--- YOUR TASK ---
Every line from the one with "Quick job: Read" through the final line of the entries below should be returned exactly; leave out all other lines.

--- AVAILABLE DATA ---
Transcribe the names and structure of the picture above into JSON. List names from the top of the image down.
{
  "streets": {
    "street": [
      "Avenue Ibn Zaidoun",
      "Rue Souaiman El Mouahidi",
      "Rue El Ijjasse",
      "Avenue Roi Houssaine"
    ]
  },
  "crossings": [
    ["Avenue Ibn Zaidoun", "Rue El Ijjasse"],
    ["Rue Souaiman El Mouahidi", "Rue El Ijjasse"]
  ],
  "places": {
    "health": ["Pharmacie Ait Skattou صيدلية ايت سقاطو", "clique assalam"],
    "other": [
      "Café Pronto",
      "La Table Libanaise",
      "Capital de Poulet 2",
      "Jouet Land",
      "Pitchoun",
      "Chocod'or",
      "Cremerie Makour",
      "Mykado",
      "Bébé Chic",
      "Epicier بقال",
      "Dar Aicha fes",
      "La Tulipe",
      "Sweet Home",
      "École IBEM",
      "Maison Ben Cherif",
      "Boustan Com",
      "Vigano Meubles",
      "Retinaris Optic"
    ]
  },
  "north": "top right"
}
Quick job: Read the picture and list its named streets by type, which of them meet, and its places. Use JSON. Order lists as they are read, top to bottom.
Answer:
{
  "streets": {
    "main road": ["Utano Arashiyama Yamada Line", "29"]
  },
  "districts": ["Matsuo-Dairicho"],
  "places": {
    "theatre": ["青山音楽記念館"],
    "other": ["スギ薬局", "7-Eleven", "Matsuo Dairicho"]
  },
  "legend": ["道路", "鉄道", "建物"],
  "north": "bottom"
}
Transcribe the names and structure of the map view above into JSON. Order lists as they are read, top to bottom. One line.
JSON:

--- RESPONSE BELOW ---
Quick job: Read the picture and list its named streets by type, which of them meet, and its places. Use JSON. Order lists as they are read, top to bottom.
Answer:
{
  "streets": {
    "main road": ["Utano Arashiyama Yamada Line", "29"]
  },
  "districts": ["Matsuo-Dairicho"],
  "places": {
    "theatre": ["青山音楽記念館"],
    "other": ["スギ薬局", "7-Eleven", "Matsuo Dairicho"]
  },
  "legend": ["道路", "鉄道", "建物"],
  "north": "bottom"
}
Transcribe the names and structure of the map view above into JSON. Order lists as they are read, top to bottom. One line.
JSON:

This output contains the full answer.